ICM technology produces solutions for animal nutrition

By ICM Inc. | December 04, 2017

ICM Inc., a global leading biofuels process technology provider, has announced two scientific studies funded by third parties, which were completed by the University of Guelph, Ontario, Canada, and the University of Nebraska–Lincoln, U.S. The data supports the production of value added animal nutrition solutions for protein production is successfully achievable with ICM’s patented Fiber Separation Technology and patented Fiber Separation Technology Next Gen (both referenced below as FST). This scientific development provides a significant opportunity for both ethanol plants and animal producers to capture increased profits.
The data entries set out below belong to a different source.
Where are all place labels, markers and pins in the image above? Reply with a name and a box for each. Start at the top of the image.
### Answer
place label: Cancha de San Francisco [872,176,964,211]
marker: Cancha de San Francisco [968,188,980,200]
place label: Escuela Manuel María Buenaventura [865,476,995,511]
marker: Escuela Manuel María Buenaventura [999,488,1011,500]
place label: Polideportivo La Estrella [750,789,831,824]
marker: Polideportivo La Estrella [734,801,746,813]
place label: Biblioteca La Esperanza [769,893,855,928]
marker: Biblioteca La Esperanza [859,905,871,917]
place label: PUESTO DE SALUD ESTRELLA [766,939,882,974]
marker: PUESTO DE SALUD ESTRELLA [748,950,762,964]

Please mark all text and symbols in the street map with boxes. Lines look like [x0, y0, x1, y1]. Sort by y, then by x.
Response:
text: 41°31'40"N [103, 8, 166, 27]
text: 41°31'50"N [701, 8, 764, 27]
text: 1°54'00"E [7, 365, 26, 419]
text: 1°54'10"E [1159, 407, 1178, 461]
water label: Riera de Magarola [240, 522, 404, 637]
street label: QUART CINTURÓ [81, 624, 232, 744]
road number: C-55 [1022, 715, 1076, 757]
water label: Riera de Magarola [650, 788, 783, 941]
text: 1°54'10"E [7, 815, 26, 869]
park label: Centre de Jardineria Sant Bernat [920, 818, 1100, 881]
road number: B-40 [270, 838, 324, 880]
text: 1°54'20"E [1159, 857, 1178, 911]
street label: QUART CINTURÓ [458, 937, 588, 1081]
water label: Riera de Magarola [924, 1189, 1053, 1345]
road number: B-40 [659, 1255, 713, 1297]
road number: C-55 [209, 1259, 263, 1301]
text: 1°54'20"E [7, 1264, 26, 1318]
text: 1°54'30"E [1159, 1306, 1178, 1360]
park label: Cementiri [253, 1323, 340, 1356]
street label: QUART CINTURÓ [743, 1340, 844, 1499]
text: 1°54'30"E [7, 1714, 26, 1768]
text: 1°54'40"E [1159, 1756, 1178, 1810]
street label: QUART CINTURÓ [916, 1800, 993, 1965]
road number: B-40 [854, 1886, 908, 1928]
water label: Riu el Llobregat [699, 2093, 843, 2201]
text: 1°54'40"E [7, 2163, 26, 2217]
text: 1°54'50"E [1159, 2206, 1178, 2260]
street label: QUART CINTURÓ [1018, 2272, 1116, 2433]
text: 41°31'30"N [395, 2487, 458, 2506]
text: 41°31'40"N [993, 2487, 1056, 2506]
FST is a value-added platform technology that removes fiber from the corn mash prior to fermentation.  This allows for the production of two feed products, FST hi protein DDG (HPDDG) which has protein levels at approximately 43 percent w/w dry basis and fiber plus syrup. Other benefits of the FST include providing up to 10 percent increased ethanol throughput and up to 15 percent increase corn oil production.

Presently, distillers dried grains with solubles (DDGS) from ethanol plants present an “imperfect pile” of the nutrients for animals—protein, fiber, oil, and minerals.  The FST HPDDG is an ideal feed ingredient for species that require high protein in their diet, such as poultry, swine and aquaculture. Meanwhile, another product produced is FST fiber plus syrup, which is aimed at ruminants, such as beef and dairy cattle.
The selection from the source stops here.